Efluvios animales avivados por la temperatura se extienden pasillos adentro y envuelven a los ejecutivos vestidos con camisas de manga corta que acceden a la sala de juntas. Preside la estancia una colosal pantalla de cinco metros de alto por diez de largo, dividida en veinticinco monitores. El primero muestra a un grupo de hombres encorvados ante sus respectivos ordenadores. El resto, cientos de cerdos.
Estas escenas que las cámaras de seguridad capturan tienen lugar al otro lado de la ventana, en el interior de aquellas imponentes torres: 95 metros de alto por 220 de largo por 65 de ancho. Cada bloque puede criar 600.000 gorrinos al año, 1,2 millones en total.
Cada piso tiene capacidad para 11.000 de ellos, arrendatarios en una superficie de 14.300 metros cuadrados a una temperatura estable de veintiséis grados. Cada cerdo permanece en una misma planta desde su nacimiento hasta su sacrificio, un itinerario vital de entre seis y siete meses, lo que tardan en alcanzar 140 kilos a base de maíz, soja y trigo de producción doméstica.
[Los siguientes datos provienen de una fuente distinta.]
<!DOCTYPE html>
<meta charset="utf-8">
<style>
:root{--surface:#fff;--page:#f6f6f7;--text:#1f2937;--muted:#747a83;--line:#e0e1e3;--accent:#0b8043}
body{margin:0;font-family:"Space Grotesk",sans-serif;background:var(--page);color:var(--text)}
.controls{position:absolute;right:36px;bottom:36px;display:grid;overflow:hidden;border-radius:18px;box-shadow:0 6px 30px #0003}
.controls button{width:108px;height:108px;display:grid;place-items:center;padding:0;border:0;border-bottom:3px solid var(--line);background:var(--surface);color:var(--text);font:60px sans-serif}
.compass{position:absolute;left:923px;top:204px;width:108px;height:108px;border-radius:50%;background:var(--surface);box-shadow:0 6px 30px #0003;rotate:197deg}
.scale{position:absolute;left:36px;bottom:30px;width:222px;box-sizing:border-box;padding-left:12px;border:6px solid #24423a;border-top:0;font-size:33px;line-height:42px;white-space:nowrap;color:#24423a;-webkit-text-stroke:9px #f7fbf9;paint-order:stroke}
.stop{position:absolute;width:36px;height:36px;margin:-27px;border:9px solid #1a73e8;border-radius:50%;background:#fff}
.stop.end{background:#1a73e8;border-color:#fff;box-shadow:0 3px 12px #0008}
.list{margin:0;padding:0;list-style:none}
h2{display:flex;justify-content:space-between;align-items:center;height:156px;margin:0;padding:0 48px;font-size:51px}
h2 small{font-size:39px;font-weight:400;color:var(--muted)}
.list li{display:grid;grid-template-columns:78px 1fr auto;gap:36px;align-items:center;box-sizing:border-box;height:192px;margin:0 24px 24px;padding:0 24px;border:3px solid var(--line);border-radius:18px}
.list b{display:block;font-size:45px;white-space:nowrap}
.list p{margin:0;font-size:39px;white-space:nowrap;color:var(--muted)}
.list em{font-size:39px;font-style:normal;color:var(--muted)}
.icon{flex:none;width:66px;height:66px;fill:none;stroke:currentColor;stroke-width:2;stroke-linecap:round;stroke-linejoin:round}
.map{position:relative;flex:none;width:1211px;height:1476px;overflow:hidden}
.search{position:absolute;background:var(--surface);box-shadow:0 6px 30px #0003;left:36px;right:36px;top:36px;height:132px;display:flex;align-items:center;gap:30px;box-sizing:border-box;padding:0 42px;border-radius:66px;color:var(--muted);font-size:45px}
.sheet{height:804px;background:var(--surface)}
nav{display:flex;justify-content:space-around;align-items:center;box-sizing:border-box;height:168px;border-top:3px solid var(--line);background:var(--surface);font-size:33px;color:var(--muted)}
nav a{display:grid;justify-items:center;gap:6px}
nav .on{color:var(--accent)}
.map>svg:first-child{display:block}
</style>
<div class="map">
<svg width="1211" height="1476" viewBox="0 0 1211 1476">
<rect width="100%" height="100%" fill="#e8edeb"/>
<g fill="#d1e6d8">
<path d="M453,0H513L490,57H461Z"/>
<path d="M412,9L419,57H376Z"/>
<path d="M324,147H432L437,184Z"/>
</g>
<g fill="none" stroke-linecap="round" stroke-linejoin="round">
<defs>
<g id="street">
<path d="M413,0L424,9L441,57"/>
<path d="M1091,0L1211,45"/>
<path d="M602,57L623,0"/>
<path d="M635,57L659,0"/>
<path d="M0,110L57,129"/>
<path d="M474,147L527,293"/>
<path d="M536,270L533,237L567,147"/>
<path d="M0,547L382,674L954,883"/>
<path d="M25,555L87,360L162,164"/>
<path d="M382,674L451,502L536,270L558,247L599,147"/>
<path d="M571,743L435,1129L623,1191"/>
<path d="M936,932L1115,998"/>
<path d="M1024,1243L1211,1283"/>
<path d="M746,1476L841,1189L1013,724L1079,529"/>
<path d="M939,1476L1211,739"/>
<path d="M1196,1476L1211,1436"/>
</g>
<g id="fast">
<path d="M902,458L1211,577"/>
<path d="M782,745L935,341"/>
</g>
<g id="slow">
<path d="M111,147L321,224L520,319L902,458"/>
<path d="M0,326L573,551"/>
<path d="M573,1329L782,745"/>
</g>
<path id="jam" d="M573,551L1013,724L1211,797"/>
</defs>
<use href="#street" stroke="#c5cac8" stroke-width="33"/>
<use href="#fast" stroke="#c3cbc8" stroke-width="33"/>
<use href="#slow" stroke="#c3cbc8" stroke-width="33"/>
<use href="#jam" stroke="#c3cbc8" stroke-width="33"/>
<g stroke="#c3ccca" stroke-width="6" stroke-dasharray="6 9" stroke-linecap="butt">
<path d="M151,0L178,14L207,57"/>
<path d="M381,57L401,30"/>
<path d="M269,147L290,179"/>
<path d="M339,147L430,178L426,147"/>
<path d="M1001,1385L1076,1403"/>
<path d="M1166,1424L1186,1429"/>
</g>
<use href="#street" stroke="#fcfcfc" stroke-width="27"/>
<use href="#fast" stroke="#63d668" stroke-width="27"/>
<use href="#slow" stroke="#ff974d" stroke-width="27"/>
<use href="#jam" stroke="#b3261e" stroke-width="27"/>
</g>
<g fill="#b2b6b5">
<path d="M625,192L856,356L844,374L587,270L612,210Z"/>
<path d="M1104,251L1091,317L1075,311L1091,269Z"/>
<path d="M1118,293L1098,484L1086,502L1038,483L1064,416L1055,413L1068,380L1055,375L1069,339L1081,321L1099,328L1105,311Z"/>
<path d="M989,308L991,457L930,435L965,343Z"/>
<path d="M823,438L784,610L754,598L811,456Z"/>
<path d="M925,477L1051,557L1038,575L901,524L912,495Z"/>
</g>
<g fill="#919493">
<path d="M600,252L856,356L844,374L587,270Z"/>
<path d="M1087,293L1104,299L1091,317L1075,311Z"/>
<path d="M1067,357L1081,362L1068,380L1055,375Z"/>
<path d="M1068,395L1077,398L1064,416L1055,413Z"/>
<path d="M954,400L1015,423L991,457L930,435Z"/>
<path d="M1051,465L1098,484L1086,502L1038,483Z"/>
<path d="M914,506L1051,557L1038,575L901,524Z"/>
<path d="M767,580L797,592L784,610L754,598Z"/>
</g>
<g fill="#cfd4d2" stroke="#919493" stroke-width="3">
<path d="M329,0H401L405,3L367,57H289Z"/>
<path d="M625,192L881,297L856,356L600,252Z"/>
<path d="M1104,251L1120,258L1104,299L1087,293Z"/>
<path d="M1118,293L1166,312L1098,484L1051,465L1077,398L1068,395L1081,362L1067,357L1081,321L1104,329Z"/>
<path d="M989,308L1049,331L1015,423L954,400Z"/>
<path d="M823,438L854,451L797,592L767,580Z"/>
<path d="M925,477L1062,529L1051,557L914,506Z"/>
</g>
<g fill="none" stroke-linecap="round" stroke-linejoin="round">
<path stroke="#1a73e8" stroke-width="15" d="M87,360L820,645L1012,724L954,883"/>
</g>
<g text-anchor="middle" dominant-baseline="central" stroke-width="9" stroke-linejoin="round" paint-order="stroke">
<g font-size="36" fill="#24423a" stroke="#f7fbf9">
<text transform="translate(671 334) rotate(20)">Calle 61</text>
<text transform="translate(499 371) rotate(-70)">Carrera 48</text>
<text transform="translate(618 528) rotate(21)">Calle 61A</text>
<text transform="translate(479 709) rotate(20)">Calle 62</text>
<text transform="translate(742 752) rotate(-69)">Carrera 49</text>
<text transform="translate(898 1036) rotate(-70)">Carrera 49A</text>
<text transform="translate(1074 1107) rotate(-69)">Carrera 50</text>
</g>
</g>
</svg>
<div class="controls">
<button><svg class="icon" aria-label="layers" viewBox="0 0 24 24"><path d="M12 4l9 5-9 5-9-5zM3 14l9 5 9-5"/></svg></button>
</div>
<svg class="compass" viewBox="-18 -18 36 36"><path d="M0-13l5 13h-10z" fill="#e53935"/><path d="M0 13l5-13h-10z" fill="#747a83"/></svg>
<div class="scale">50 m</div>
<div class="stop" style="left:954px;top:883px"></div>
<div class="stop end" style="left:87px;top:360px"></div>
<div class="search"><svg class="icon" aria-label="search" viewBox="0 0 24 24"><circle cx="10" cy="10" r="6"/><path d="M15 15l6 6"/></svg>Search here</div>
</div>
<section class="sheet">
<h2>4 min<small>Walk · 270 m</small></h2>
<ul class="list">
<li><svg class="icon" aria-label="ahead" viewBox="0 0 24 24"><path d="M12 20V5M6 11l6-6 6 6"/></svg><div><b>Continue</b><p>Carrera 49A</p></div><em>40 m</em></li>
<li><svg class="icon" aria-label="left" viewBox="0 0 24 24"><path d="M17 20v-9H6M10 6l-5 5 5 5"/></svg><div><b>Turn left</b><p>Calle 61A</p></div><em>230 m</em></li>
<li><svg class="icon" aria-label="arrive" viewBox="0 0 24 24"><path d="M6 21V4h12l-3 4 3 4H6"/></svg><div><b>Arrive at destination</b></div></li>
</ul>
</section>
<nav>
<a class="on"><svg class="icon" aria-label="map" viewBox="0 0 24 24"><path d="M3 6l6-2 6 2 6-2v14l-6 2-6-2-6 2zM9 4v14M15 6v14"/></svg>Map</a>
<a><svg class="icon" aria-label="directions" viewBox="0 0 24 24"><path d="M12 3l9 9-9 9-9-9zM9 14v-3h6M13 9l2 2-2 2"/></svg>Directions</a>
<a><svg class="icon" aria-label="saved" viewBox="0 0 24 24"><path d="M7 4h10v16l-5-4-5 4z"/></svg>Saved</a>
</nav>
Cada jornada, un millar agota el tiempo estipulado.
El visitante contempla la retransmisión en directo acodado en la sala de actos mientras a su lado la reunión en curso prosigue como si no estuviera. El gerente del complejo rinde cuentas ante Jin Lin, vicepresidente responsable de modernización agrícola de la empresa propietaria, Hubei Century Xinfeng Cement Group.
Juntos comentan ambiciosos planes de futuro, característicos en esta tierra de grandes números. Las cuentas del porquero trazan una expansión global desde su remota vaguada: primero replicar el modelo por el delta del Yangtsé, después por el río de la Perla, luego dar el salto a otros países. Su visión incluye asimismo un parque de atracciones y una cadena de comida rápida especializada en productos orgánicos de cerdo.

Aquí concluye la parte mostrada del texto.